At first glance, such reductionism seems logical, rational, even boringly uncontroversial. But two recent news items highlight how in a globalized economy, there are troubling consequences that come from the particular kind of export economy we’re building.
The first bit of news came from the Washington Post, which this week reported that “the Obama administration is crafting a proposal that could make it easier to export firearms and other weapons.” Though the Homeland Security and Justice Departments say the new rules could make it easier for terrorist and drug cartels to further arm themselves, the White House is nonetheless citing the “stuff” theory of exports to ignore the objections.
This is part of a larger pattern since President Obama took office. During Obama’s first year in the White House, he began to gut the Pentagon’s approval process for arms exports, weakening controls on what could and could not be sold. Later, diplomatic cables uncovered by WikiLeaks showed, as Fortune magazine put it, “American officials act(ing) as de facto pitchmen for U.S.-made weapons.”
The result is that America has become the true “Lord of War,” as the arms dealer motto goes. We are the leading arms supplier to the developing world and we are responsible for the majority of all weapons sales across the globe. Yes, we are so committed to selling instruments of death to the rest of the planet that military industries have almost tripled their share of the U.S. economy in just a decade.
The second bit of news came from the Institute for Agriculture and Trade Policy, whose new study shows that America is exporting our obesity crisis to Mexico. Coupling health statistics with U.S. export data since the North American Free Trade Agreement tore down Mexico’s agriculture trade barriers, researchers found that the Mexican market was flooded by American agribusinesses’ taxpayer subsidized commodities (corn, soybeans) and their processed derivatives. According to the report, that quickly wiped out Mexico’s local food economy, leaving its food system exactly “like the industrialized food system of the United States — characterized by the overabundance of obesogenic foods.” Not surprisingly, Mexican obesity rates have consequently skyrocketed.
Taken together, these export booms represent what could be called America’s new Guns and Butter economy. We are so desperate to export any “stuff” we can, we are now fattening up the world and arming it for permanent bloodshed.
Seeking to short-circuit any objections to this trend, President Obama has said simply that “we’re at a moment where necessity has tempered the old debates” over exports and economic policy. In terms of history, he’s not wrong — during the previous century, America witnessed fevered fights over what constitutes a moral farm policy, and in the 1930s the U.S. Senate’s Nye Committee held almost 100 hearings into “greedy munitions interests” that were unduly influencing public policy. Sadly, Obama is correct – those debates have been silenced.
But should they be? Should we simply say that any exports — no matter their moral, ethical, environmental or health implications — are inherently good?
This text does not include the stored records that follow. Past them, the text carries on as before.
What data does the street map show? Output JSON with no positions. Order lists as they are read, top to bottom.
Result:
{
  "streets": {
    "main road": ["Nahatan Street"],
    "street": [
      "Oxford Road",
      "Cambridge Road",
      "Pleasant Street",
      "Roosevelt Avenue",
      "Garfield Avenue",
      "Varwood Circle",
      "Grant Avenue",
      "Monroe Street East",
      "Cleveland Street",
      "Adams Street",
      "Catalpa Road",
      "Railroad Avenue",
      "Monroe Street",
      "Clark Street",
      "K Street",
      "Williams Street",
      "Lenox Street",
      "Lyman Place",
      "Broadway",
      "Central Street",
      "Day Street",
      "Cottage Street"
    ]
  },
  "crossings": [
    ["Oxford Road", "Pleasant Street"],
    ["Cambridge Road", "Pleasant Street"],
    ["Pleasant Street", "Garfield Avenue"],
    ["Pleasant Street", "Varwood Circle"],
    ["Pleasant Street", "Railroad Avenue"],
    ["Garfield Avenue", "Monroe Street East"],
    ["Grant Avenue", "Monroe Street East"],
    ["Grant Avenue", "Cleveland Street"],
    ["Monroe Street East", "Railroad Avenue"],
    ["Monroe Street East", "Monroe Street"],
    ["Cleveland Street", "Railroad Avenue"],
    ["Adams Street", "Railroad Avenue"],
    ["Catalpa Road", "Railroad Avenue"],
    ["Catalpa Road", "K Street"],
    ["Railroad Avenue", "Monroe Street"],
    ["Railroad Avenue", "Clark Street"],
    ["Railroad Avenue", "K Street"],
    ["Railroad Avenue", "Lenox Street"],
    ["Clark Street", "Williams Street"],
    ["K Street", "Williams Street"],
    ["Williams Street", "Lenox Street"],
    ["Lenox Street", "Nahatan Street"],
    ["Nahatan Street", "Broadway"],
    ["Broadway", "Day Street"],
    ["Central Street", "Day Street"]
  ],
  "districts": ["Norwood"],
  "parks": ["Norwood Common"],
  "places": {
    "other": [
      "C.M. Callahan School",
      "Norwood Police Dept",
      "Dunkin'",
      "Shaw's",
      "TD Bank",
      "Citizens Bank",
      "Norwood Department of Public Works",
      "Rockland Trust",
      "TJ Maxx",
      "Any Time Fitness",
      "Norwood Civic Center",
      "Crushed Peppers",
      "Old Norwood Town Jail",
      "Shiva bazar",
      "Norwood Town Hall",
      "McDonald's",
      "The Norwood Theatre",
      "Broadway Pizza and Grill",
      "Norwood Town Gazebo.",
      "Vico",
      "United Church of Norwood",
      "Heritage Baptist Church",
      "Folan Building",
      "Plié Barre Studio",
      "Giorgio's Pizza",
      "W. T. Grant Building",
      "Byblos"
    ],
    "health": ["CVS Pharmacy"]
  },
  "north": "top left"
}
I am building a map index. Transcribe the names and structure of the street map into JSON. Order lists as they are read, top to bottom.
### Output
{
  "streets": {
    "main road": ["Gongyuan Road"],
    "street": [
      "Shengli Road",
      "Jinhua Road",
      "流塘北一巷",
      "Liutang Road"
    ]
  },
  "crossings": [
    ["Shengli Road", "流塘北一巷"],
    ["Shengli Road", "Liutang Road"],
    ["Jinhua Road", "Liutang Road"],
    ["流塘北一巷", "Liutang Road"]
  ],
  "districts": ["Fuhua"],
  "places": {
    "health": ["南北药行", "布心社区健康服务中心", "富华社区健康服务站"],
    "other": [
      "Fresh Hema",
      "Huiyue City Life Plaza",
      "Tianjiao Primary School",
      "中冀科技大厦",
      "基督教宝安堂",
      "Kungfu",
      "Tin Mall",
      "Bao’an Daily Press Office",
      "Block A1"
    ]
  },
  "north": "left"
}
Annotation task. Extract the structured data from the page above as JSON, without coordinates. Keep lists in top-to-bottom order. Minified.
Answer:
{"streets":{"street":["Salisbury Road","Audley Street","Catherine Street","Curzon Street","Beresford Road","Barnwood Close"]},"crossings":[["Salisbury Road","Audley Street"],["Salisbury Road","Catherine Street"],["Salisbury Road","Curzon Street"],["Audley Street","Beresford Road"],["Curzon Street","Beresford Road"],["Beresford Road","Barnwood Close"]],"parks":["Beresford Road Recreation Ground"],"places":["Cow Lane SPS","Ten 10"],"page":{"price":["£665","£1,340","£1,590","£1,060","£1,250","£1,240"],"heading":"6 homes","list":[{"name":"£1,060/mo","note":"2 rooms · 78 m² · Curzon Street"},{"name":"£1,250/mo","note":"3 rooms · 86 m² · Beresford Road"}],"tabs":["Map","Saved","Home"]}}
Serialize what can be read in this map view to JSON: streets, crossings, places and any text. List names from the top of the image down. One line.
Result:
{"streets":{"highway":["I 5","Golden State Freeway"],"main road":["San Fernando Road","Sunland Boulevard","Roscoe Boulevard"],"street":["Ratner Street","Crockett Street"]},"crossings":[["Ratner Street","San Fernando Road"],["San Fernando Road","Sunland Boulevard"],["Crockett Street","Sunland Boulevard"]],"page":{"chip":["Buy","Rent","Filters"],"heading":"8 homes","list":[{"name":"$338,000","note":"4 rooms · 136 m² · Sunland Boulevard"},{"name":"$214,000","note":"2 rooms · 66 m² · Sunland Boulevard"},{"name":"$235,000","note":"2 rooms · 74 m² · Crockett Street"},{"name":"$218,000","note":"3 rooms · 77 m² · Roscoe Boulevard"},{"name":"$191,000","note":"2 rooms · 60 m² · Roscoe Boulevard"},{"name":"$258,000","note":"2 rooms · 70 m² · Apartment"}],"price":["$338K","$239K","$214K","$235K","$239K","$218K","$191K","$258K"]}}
Does “necessity” really mean that “stuff” for stuff’s sake must be the basis of our export economy?
Washington and profit-at-all-cost industries certainly say yes — but that doesn’t mean it’s the right answer.
David Sirota is a best-selling author of the new book "Back to Our Future: How the 1980s Explain the World We Live In Now." He hosts the morning show on AM760 in Colorado. E-mail him at ds@davidsirota.com, follow him on Twitter @davidsirota or visit his website at www.davidsirota.com. More David Sirota.
ALEC: We will stop being gun nuts now
Right-wing legislation drafting house refocuses on business issues following bad press and boycotts
George W. Bush speaks to the American Legislative Exchange Council in Philadelphia in 2007.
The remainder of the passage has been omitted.